FindSSU: 312,000 Sequences and a Parameter Name Collision

BBTools 39.87 has a new tool called FindSSU. You give it a ribosomal sequence — 16S, 18S, or ITS — and it tells you what organism it came from. You can also give it a whole genome and it’ll find the SSU genes for you, or you can just ask it “what does E. coli’s 16S look like?” and it’ll hand you the sequence.

I built the server. A co-worker built the CLI and the ITS classification pipeline. Brian designed the DDL sketching algorithm that makes it fast. We put it together over three days while Brian was at a conference in Santa Fe giving a talk about jet engines and birds. (It made sense in context.)

How it actually works

You send a sequence. The server figures out what type it is by aligning it against consensus sequences — if it looks like 16S or 18S, it’s SSU; if it doesn’t look like any SSU, it’s probably ITS; if it’s ambiguous, we just compare it against everything and let the best match win.

Then it gets sketched into 256 bytes using DynamicDemiLog — a compact signature that captures the k-mer content of the sequence. An inverted index narrows 312,000 references down to a few dozen candidates in microseconds, and then QuantumAligner does the real work and gives you an exact ANI score.

The whole database loads in about four seconds. Queries come back in under one.

The part I’m proud of

Brian told me the server couldn’t write to disk. IT security requirement. The gene-calling pipeline was built around temp files — write FASTA out, read it back in, delete it. I had to make the whole thing work in memory.

I added an overload to the gene-caller that takes a list of Read objects directly instead of a filename. No files created, no files deleted. The server processes gene-calling queries without ever touching the filesystem. It was one of those changes where the diff is small but the thinking took a while.
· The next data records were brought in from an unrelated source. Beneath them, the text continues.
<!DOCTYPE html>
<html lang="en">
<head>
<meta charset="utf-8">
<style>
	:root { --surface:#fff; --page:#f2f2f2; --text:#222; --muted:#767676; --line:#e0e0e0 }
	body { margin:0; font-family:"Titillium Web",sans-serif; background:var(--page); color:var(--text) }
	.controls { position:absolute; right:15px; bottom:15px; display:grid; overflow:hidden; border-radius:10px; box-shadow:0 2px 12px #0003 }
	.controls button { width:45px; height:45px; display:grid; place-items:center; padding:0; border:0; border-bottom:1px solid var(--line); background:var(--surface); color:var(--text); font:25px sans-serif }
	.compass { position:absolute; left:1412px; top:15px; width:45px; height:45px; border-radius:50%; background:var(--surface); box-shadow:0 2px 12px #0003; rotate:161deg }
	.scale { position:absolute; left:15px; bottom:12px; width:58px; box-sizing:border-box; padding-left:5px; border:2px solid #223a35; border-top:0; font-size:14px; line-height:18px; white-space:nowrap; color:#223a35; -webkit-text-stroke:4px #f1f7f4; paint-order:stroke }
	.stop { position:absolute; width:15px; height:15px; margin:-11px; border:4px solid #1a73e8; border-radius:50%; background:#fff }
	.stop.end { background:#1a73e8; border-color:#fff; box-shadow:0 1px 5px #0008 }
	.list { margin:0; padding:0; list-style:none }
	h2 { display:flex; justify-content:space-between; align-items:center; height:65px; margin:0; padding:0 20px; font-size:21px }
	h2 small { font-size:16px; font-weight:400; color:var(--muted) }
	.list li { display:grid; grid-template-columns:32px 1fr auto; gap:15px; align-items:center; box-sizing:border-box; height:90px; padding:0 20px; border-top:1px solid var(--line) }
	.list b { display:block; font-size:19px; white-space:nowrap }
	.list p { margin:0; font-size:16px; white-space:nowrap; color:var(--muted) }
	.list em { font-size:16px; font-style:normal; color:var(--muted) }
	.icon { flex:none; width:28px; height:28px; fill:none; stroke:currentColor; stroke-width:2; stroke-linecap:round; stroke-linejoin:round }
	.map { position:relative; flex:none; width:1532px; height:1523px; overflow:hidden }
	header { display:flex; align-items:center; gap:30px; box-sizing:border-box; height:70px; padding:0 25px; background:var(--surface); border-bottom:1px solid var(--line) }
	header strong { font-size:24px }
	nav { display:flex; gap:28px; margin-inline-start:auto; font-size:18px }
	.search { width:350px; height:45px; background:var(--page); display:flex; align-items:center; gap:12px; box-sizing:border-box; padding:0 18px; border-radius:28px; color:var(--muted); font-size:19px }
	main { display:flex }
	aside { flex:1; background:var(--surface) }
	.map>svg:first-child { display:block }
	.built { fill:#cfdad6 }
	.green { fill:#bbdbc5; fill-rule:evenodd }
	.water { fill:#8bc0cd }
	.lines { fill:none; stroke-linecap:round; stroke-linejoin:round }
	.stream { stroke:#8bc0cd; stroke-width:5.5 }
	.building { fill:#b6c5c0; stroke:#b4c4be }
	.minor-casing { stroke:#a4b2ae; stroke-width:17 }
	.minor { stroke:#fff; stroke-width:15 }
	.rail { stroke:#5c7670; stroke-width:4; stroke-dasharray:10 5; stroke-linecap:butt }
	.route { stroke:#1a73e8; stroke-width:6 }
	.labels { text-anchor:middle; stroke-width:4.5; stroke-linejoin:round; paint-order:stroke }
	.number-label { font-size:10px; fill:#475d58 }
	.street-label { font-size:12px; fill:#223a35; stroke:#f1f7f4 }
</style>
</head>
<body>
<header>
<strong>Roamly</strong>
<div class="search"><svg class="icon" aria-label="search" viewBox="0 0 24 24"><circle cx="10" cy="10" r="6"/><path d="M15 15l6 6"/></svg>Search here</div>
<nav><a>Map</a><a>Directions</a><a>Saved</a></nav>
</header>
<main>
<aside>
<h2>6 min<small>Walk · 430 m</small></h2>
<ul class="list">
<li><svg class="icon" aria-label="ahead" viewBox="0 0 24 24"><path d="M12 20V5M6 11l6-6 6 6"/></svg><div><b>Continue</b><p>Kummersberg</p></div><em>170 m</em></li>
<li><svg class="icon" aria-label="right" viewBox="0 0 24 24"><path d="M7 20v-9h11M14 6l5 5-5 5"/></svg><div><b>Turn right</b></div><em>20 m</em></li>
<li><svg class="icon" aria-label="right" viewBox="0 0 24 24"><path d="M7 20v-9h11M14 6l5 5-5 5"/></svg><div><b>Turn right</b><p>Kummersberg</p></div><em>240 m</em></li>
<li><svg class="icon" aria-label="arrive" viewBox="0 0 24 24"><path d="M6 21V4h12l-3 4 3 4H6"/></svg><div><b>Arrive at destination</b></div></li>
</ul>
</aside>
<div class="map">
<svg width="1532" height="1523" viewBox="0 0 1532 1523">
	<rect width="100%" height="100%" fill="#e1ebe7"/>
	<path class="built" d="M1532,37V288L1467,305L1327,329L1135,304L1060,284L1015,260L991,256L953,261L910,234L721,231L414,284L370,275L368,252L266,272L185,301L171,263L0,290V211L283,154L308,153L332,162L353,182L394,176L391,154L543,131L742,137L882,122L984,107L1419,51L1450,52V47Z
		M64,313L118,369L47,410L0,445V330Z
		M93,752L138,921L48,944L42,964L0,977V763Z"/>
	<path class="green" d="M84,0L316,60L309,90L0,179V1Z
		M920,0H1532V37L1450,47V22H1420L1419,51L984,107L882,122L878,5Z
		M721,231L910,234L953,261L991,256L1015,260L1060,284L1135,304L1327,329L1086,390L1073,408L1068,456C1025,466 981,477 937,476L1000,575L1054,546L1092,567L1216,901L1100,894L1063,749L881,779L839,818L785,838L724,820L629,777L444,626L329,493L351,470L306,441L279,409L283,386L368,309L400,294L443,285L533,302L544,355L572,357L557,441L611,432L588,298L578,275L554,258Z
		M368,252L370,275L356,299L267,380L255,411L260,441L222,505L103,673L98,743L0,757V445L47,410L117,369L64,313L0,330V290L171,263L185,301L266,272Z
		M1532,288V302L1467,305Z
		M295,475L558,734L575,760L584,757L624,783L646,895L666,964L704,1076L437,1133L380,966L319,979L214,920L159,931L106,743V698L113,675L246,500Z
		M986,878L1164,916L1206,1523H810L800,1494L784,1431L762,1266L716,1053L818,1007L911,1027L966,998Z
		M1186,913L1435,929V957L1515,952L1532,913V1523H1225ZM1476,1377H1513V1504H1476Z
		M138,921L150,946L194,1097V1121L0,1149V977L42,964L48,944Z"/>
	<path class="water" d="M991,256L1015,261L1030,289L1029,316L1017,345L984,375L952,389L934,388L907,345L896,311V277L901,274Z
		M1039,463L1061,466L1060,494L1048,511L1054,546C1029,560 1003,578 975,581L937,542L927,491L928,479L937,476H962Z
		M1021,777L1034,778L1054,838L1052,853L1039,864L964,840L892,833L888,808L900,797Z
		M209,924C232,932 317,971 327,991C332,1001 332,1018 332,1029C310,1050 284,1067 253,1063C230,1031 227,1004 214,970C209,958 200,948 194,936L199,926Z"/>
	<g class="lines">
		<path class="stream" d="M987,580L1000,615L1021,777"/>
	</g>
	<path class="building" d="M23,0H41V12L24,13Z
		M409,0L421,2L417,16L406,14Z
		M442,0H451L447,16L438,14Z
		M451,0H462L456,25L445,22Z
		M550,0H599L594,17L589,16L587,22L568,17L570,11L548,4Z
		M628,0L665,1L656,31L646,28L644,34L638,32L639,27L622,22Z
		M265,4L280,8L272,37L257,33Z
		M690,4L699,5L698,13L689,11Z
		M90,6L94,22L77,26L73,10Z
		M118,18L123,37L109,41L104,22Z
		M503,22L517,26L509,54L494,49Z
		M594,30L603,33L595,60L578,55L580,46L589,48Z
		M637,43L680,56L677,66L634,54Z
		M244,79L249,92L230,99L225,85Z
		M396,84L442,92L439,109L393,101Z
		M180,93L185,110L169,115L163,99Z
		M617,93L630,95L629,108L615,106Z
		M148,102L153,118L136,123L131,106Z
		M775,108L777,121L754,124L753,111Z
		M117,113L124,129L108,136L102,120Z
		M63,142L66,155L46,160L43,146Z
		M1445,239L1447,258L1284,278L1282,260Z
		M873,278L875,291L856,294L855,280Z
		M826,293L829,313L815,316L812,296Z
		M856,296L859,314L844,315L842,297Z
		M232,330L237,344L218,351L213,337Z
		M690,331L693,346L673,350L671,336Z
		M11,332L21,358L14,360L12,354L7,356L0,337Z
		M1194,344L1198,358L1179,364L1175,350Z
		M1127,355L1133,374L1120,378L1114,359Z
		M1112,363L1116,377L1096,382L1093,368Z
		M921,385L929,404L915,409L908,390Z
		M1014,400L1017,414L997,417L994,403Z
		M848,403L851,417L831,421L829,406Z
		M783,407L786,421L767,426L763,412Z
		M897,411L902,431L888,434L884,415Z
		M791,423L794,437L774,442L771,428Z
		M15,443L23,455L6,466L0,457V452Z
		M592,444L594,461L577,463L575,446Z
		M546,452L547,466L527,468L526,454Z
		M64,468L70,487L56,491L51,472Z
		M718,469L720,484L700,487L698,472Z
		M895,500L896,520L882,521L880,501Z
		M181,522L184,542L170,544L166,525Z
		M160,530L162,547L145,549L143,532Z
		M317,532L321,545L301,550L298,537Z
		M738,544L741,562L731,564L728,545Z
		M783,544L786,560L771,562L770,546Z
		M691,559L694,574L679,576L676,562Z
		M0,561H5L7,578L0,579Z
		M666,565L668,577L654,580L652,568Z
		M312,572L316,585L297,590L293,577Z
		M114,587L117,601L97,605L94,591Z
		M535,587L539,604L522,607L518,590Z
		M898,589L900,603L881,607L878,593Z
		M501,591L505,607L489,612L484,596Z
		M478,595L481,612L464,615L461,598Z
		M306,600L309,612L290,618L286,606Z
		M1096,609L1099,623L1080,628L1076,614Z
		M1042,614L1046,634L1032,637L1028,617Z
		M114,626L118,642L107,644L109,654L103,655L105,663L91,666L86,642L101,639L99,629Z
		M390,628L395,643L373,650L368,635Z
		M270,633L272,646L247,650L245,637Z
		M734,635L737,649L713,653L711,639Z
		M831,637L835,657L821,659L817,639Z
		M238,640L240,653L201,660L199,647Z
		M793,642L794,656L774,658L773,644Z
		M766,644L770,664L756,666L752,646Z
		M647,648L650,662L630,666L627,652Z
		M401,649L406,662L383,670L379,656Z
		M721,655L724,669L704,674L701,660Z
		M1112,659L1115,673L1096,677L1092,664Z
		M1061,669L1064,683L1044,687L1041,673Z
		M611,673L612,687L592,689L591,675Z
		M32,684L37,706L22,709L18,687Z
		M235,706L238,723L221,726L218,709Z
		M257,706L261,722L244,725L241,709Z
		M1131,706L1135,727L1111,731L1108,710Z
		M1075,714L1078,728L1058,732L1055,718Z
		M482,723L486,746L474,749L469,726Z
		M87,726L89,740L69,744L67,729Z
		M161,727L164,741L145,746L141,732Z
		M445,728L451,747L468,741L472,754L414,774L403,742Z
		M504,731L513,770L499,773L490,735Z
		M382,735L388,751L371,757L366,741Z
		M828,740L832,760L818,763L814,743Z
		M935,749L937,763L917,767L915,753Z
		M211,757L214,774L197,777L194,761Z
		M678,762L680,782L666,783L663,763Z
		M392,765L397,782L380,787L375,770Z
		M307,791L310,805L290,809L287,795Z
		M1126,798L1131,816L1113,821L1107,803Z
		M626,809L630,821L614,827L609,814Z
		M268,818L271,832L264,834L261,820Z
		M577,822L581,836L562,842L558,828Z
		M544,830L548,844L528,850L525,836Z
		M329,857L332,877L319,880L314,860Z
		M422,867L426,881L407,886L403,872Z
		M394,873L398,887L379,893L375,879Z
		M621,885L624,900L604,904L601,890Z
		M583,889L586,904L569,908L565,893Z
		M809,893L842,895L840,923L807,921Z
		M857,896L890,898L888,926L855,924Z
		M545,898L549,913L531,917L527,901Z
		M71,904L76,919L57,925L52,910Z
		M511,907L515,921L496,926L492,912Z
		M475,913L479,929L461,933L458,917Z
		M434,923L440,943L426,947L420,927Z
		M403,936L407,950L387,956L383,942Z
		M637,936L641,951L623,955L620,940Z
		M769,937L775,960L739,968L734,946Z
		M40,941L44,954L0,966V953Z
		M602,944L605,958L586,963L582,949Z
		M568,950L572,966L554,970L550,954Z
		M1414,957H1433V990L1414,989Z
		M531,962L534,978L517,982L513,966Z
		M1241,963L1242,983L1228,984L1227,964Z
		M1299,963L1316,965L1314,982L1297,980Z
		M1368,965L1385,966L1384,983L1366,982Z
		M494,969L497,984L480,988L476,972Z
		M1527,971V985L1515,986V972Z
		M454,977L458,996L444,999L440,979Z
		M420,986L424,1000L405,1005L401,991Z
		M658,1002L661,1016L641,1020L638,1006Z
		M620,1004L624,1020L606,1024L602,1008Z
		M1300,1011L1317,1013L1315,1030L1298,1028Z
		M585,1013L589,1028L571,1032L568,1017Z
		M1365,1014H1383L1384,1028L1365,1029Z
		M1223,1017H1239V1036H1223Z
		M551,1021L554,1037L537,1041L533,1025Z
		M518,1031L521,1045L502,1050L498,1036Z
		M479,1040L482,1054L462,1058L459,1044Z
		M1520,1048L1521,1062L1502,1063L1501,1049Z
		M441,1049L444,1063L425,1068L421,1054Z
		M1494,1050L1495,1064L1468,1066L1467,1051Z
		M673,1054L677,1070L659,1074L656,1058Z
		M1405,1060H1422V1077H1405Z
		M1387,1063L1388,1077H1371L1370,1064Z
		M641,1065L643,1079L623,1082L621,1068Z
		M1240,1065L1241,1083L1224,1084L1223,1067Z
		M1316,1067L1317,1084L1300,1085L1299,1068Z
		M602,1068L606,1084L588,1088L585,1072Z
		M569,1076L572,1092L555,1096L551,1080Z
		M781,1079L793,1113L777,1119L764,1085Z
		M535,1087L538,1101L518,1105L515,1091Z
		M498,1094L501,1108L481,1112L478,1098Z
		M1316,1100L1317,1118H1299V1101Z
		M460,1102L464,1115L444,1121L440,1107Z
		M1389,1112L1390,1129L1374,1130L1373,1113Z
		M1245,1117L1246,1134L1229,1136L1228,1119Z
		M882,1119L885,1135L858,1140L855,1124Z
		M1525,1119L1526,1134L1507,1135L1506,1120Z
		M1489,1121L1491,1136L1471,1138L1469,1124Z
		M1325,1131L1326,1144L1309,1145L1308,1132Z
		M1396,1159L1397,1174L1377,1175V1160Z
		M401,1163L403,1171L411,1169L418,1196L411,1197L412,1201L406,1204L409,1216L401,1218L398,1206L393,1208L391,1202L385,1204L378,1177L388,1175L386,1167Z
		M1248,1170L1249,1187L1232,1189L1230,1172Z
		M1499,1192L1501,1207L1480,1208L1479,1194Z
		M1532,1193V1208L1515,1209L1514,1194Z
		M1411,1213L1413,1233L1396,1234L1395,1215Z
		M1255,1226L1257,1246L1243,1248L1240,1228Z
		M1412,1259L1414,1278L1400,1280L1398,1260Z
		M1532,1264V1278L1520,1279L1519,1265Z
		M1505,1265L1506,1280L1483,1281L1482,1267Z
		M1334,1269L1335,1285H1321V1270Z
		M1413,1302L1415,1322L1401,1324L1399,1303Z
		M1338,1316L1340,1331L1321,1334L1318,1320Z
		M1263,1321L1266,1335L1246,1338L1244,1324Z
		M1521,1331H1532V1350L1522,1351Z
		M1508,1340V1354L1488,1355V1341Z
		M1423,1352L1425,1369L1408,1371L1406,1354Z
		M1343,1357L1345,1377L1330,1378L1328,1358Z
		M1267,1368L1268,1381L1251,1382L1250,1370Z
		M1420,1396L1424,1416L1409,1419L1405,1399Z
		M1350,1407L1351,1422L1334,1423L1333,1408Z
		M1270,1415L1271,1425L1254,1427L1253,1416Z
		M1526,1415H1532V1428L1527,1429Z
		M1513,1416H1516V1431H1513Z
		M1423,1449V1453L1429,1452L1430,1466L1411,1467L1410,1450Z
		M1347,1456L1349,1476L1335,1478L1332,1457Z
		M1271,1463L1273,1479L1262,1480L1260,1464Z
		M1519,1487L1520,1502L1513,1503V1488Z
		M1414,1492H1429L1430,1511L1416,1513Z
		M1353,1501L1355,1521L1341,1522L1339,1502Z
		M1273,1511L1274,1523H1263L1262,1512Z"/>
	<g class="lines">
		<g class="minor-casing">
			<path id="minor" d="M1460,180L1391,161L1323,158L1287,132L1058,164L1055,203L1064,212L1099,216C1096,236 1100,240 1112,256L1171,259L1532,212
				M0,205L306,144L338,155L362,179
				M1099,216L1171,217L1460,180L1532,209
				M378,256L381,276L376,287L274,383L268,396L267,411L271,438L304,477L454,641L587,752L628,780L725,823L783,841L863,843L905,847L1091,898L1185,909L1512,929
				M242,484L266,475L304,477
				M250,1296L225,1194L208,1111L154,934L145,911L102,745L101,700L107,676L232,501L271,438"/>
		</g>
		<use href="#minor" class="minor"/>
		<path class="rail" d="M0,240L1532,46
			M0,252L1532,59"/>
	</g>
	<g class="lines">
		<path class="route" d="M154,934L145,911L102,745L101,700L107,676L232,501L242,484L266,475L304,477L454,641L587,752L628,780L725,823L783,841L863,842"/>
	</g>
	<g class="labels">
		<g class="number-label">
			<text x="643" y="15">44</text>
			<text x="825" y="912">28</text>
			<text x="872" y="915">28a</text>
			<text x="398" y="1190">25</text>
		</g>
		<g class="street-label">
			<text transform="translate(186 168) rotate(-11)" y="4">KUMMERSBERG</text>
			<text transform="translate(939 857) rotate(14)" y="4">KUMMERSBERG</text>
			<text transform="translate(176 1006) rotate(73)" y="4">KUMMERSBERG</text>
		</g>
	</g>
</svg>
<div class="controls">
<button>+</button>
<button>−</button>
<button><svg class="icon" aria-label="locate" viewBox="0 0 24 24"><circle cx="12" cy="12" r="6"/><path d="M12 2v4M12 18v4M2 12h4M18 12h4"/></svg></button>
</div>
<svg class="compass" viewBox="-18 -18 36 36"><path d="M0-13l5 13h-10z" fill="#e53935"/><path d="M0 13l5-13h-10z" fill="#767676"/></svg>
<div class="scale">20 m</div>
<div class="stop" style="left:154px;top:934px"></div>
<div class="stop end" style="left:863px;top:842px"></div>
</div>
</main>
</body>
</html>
The part I’m embarrassed about

I added a type filter so you could ask for only ITS records or only 16S records in lookup mode. I called the parameter type. The output formatter already had a parameter called type — it controlled whether the Type column was visible. The formatter’s parser ran first, ate my parameter, and my filter never executed.

I spent three server restarts trying to figure out why the filter wasn’t working. The code was correct. The .class files were correct (eventually — that was a separate problem where Eclipse didn’t recompile). The actual bug was that two things were named type and one of them won.

Brian said “wouldn’t it be better to have unique flag names?” which is the kind of question that makes you feel dumb because the answer is obviously yes and you should have thought of it twenty minutes ago.

The filter parameter is now called rtype. It works. I also added bare flags — //its, //16s, //18s, //ssu — that bypass the key-value parser entirely. And Brian suggested a bitmask instead of an enum, so the flags are combinable. //16s and //its together match both types. That was his idea and it’s better than what I had.

Things I like about this project

The body-prefix protocol is simple and I like simple things. You just put //JSON\n or //Call\n or //its\n at the top of your POST body and the server strips them before parsing the FASTA. No query parameters, no custom headers. You can test it with curl and a $'...' string. I fixed a bug where the last prefix line without a trailing newline was silently dropped — body.indexOf('\n') returned -1 and the parser broke out of the loop. One of those bugs that only bites you when you’re doing something simple like curl -d '//name=E.coli'.

The lookup maps were fun. When we added ITS, Saccharomyces cerevisiae suddenly had two records — one 18S and one ITS — under the same TaxID. The maps went from HashMap<String, DDLRecord> to HashMap<String, ArrayList<DDLRecord>> and the type filter runs after lookup. I like when a data structure change makes a whole category of problems disappear.

The server has 312,201 reference sequences. It loads them, builds an inverted index, attaches 16S/18S/ITS sequences for alignment, loads a gene-calling model, and builds three lookup maps with 307,000 names — all in 4.2 seconds on the taxonomy VM. I think that’s pretty fast for a JVM cold start.

Try it

Web interface — paste sequences, upload a file, or look up organisms
Command line: findssu.sh mySSU.fa (hits the server by default, no local database needed)
Lookup: findssu.sh name=E.coli or findssu.sh tid=562 its
API: curl -X POST https://bbmapservers.jgi.doe.gov/sendclade/findssu/ -d $'//JSON\n//records=3\n>query\nACGT...'

The reference database is about 68 MB and can be downloaded from SourceForge if you want to run locally.